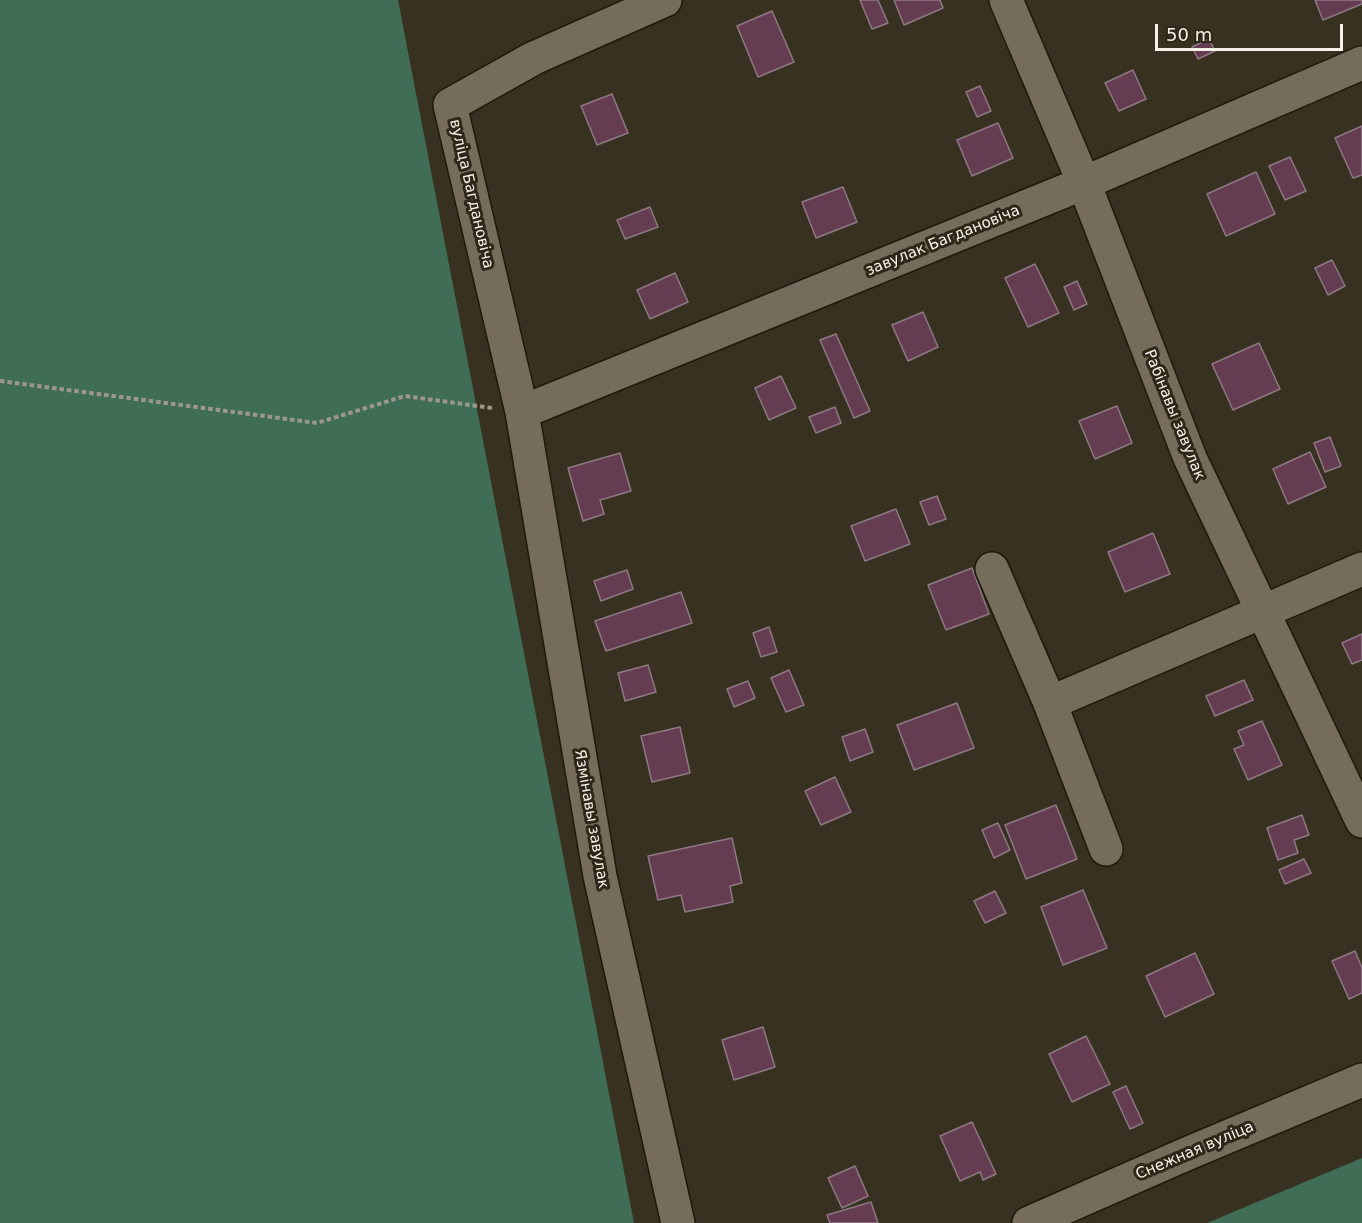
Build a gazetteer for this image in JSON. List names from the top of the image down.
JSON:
{
  "streets": {
    "street": [
      "вуліца Багдановіча",
      "завулак Багдановіча",
      "Рабінавы завулак",
      "Язмінавы завулак",
      "Снежная вуліца"
    ]
  },
  "crossings": [
    ["вуліца Багдановіча", "завулак Багдановіча"],
    ["вуліца Багдановіча", "Язмінавы завулак"],
    ["завулак Багдановіча", "Рабінавы завулак"],
    ["завулак Багдановіча", "Язмінавы завулак"]
  ],
  "scale_bar": "50 m"
}
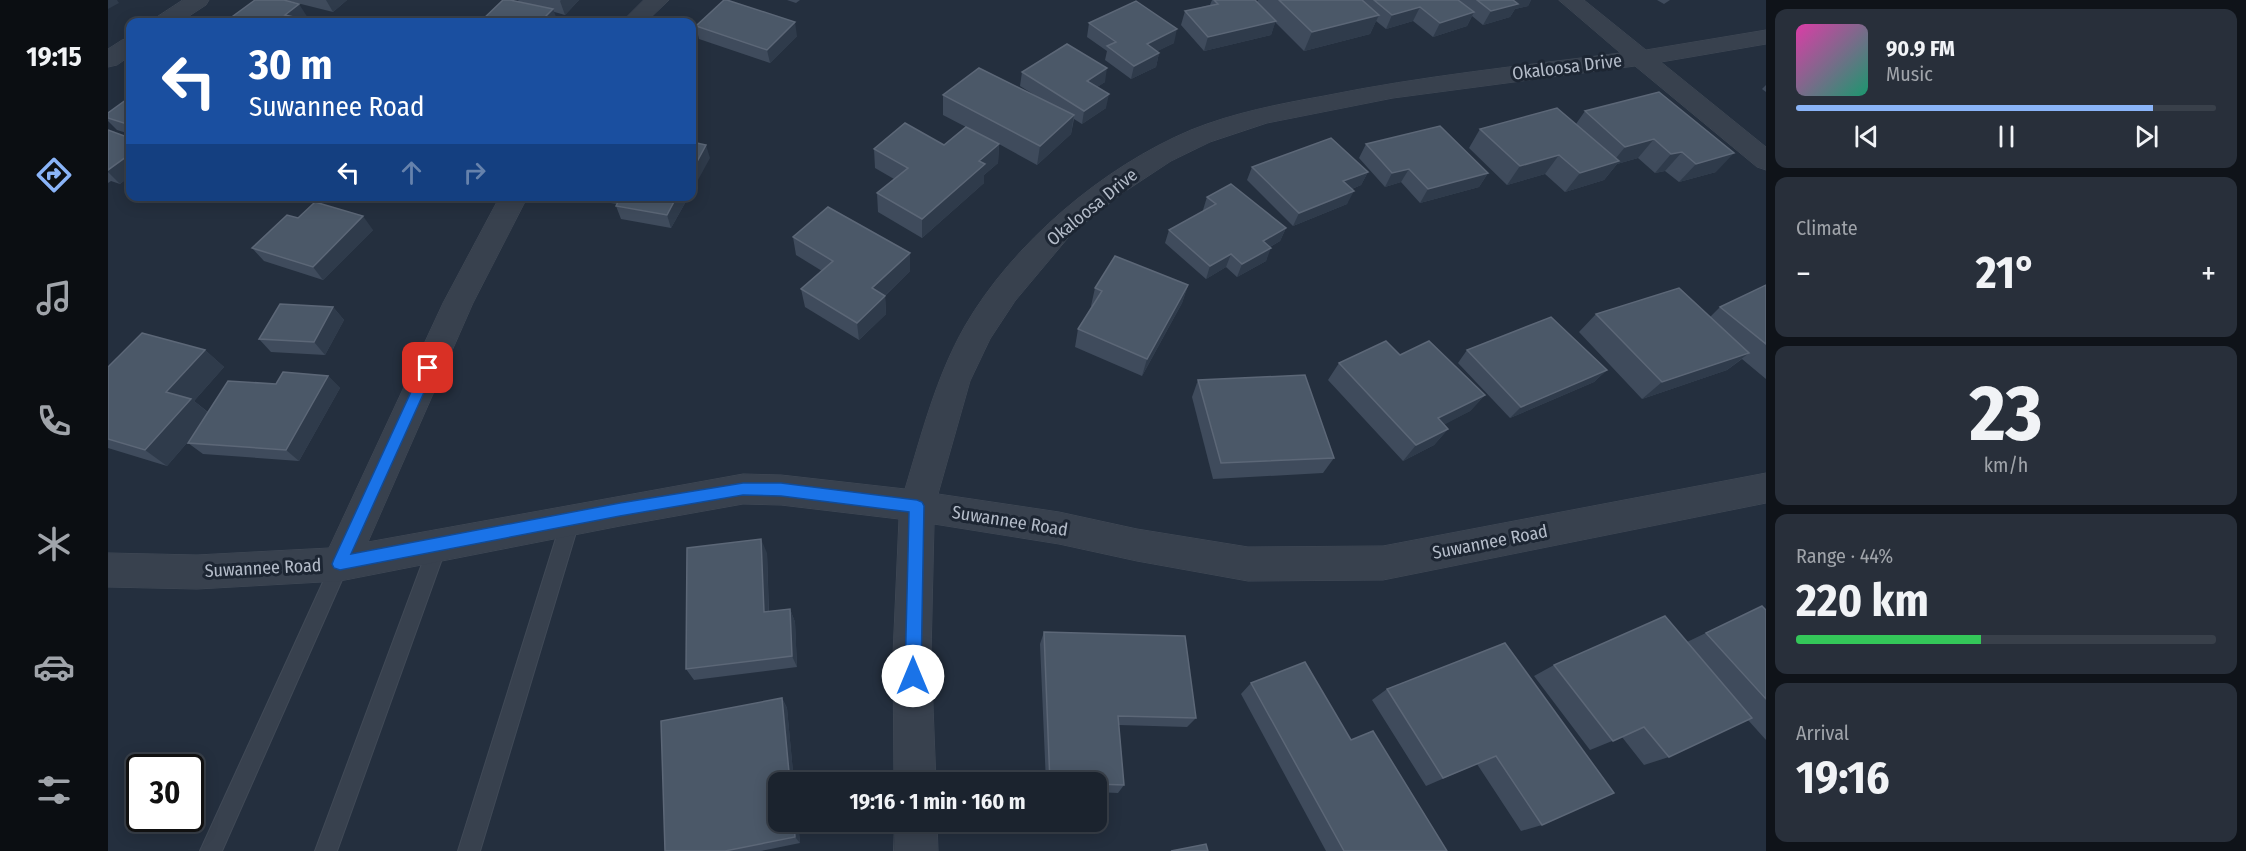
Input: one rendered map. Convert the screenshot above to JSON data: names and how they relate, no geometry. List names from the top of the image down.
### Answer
{
  "streets": {
    "street": ["Okaloosa Drive", "Suwannee Road"]
  },
  "crossings": [
    ["Okaloosa Drive", "Suwannee Road"]
  ],
  "page": {
    "tabs": "19:15",
    "turn": ["30 m", "Suwannee Road"],
    "song": ["90.9 FM", "Music"],
    "tile": [
      "Climate",
      ["23", "km/h"],
      ["Range · 44%", "220 km"],
      ["Arrival", "19:16"]
    ],
    "heat": ["−", "21°", "+"],
    "limit": "30",
    "trip": "19:16 · 1 min · 160 m"
  }
}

▸ **Task goal**
Above are several records. Count the lines among them that contain "names" and give only the total.

▸ **Completed exercise**
2